Languages

What is a Language?

A language is a set of strings over an alphabet. While a string is a single sequence, a language is a collection of strings. Languages can be finite (containing a specific number of strings) or infinite (containing unlimited strings).

Formal Definition

A language L over an alphabet Σ is a subset of Σ*.

L ⊆ Σ*

L can be finite or infinite

L can even be empty

Simple Analogy

Alphabet Σ = Letters (a-z)
Strings = All possible sequences of letters
Language = Valid English words (a specific collection)

Just like “cat”, “dog”, “hello” are valid English words but “xyz”, “zzz” might not be, a formal language defines which strings are “valid” or “accepted”.

Examples of Languages

Example 1: Finite Languages

Language 1: L₁ = {0, 1, 01, 10}
Alphabet: Σ = {0, 1}
Size: |L₁| = 4 (contains exactly 4 strings)

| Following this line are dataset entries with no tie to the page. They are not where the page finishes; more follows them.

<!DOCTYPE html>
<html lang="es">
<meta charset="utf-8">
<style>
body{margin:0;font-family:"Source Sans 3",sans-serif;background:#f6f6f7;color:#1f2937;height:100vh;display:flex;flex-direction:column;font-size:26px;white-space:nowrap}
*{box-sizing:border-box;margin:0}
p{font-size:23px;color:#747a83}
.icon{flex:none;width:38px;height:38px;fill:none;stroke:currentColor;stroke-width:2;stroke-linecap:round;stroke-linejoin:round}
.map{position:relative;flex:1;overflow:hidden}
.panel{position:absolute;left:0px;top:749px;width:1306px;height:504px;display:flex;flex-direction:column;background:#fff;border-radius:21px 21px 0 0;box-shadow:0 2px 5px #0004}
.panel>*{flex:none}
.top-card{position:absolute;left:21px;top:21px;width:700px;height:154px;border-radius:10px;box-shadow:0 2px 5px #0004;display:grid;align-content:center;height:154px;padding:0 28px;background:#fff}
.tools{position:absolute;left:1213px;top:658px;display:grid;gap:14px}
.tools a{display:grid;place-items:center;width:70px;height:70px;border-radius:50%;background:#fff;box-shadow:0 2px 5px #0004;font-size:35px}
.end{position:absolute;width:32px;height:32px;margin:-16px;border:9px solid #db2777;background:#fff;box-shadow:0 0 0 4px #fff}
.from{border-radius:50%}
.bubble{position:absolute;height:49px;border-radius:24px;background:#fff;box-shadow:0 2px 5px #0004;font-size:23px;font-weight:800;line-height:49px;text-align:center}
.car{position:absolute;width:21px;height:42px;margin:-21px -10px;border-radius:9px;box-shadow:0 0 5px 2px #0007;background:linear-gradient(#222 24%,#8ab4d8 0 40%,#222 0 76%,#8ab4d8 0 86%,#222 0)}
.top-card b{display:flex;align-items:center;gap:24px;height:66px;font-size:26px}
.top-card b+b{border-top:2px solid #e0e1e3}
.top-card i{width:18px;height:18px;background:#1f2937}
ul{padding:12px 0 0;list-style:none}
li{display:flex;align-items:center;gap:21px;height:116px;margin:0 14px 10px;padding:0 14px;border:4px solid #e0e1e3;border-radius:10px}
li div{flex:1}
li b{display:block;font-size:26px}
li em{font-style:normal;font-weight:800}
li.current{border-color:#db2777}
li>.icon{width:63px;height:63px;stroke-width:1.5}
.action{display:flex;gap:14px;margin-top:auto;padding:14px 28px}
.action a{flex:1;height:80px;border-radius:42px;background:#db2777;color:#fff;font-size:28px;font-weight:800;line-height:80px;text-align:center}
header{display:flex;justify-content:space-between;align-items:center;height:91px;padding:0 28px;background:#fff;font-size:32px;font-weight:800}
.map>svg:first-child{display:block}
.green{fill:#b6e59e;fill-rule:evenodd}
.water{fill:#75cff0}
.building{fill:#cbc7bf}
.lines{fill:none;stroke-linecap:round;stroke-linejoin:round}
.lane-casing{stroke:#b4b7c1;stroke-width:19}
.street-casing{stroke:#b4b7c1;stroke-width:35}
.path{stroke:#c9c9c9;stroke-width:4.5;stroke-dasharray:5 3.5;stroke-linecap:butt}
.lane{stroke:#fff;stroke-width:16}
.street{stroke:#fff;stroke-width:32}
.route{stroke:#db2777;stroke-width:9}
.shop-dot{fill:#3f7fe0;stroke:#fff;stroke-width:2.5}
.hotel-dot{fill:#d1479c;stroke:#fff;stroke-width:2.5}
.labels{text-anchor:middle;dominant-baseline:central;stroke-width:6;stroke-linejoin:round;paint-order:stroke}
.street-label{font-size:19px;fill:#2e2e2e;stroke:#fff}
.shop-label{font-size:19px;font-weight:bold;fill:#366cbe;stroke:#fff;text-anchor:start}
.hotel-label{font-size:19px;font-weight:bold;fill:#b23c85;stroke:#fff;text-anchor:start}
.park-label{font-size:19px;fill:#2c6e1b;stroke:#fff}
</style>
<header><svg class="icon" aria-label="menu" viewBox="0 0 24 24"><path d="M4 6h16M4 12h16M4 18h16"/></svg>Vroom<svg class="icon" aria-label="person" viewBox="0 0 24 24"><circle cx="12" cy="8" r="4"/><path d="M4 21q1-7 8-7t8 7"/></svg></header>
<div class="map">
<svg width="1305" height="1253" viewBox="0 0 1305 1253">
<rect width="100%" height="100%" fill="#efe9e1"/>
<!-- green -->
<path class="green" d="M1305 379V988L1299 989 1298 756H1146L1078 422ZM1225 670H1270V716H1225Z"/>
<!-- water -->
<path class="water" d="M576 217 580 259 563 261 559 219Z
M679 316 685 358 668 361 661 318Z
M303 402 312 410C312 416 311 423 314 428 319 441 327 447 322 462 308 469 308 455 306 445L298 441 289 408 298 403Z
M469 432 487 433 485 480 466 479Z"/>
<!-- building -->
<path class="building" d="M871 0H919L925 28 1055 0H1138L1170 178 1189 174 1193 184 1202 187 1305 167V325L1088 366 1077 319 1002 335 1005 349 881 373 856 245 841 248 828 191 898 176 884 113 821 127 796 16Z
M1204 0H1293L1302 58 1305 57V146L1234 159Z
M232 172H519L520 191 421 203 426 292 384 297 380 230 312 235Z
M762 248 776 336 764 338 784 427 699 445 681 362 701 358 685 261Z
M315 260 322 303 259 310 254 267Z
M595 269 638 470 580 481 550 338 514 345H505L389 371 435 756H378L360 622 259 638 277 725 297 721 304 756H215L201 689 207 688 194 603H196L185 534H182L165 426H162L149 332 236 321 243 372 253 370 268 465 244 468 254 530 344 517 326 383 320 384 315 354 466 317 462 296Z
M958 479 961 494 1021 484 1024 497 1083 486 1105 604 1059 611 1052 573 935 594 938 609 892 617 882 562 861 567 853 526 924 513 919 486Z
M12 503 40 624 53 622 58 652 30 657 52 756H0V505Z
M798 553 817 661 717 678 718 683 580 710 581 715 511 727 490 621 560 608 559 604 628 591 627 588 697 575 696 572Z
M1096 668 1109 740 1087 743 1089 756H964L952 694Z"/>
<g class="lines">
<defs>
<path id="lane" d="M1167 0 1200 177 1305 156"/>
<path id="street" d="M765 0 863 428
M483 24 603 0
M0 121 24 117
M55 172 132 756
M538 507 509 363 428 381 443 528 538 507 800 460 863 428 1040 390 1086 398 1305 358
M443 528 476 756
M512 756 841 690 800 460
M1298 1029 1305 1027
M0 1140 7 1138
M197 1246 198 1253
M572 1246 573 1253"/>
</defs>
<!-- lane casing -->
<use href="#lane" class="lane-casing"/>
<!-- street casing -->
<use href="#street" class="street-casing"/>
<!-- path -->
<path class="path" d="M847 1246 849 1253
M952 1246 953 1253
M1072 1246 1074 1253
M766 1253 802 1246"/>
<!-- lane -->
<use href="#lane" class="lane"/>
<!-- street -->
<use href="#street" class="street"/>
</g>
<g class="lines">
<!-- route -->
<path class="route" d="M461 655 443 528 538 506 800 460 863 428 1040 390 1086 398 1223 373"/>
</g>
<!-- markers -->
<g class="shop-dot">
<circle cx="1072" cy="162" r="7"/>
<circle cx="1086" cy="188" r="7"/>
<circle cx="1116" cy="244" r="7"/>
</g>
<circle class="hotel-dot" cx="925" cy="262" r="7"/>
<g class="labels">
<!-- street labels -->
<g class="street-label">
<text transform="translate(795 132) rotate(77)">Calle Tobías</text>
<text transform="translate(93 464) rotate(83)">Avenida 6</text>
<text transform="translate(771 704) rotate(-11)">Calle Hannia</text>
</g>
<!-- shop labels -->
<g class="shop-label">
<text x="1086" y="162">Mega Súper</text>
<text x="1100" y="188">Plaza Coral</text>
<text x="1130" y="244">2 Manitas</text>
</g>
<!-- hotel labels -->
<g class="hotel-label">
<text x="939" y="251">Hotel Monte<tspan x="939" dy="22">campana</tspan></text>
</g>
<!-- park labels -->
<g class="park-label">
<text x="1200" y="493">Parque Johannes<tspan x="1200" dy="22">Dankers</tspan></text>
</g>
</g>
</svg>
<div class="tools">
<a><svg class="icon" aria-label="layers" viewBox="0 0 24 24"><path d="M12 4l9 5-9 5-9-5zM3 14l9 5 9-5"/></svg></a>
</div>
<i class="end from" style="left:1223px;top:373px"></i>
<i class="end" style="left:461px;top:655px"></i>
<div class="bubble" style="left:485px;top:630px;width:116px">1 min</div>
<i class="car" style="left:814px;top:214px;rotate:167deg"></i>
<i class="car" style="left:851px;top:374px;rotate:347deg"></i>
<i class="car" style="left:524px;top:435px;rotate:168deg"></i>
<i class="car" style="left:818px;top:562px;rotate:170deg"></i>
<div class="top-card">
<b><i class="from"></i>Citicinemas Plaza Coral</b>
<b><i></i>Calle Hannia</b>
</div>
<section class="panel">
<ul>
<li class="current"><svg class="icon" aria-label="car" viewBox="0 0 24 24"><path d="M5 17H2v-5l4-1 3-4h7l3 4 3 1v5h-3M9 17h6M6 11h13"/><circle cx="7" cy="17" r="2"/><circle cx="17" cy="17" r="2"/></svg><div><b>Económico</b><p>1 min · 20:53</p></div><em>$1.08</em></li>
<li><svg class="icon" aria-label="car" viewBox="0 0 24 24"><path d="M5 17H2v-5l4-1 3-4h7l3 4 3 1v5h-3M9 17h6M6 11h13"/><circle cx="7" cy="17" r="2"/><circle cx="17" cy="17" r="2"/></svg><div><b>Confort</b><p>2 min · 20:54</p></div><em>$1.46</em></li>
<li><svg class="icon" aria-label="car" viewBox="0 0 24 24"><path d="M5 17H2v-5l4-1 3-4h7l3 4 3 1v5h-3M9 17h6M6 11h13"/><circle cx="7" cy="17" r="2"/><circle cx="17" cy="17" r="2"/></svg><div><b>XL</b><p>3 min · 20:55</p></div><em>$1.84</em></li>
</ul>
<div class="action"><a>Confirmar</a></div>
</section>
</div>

Language 2: L₂ = {ε, a, aa, aaa}
Alphabet: Σ = {a, b}
Size: |L₂| = 4

Language 3: L₃ = {cat, dog, bird}
Alphabet: Σ = {a, b, c, …, z}
Size: |L₃| = 3

Example 2: Infinite Languages

Language 1: L₄ = {0, 00, 000, 0000, …}
Description: All strings of 0’s
Formal Notation: L₄ = {0ⁿ | n ≥ 1}

Language 2: L₅ = {ε, 01, 0011, 000111, …}
Description: Strings with equal number of 0’s followed by equal number of 1’s
Formal Notation: L₅ = {0ⁿ1ⁿ | n ≥ 0}

Language 3: L₆ = {all binary numbers divisible by 3}
Examples: {0, 11, 110, 1001, 1100, …}

Example 3: Special Languages

Empty Language: L₇ = ∅ = { }
Description: Contains no strings at all
Note: ∅ ≠ {ε}

Language with Empty String: L₈ = {ε}
Description: Contains only the empty string
Size: |L₈| = 1

Universal Language: L₉ = Σ*
Description: Contains all possible strings
Size: Infinite

Types of Languages

1. Finite Languages

Languages with a finite (countable) number of strings.

Examples:

L = {a, ab, abc}
L = {0, 1}
L = {hello, world}

Properties:

Can be listed completely
Has a definite size |L|
Easy to define explicitly

2. Infinite Languages

Languages with infinite number of strings.

Examples:

L = {aⁿ | n ≥ 0} = {ε, a, aa, aaa, aaaa, ...}
L = {0ⁿ1ⁿ | n ≥ 0} = {ε, 01, 0011, 000111, ...}
L = Σ* = all possible strings

Properties:

Cannot be listed completely
Must be defined using a rule or pattern
Most interesting languages in TOC are infinite

Ways to Define Languages

Method 1: Enumeration (Listing)

For finite languages, simply list all strings.

Example:

L = {0, 1, 00, 11, 000}

Limitation: Only works for finite languages

Method 2: Set Builder Notation

Define a rule that describes which strings belong to the language.

Example 1:

L = {w ∈ {0,1}* | w starts with 0}
Examples: 0, 01, 00, 011, 0001, ...

Example 2:

L = {w ∈ {a,b}* | |w| is even}
Examples: ε, aa, ab, ba, bb, aaa, ...

Example 3:

L = {aⁿbⁿ | n ≥ 0}
Examples: ε, ab, aabb, aaabbb, ...

Method 3: Using Automata or Grammars

Define machines (like DFA, NFA) or grammars (like CFG) that generate or accept the language.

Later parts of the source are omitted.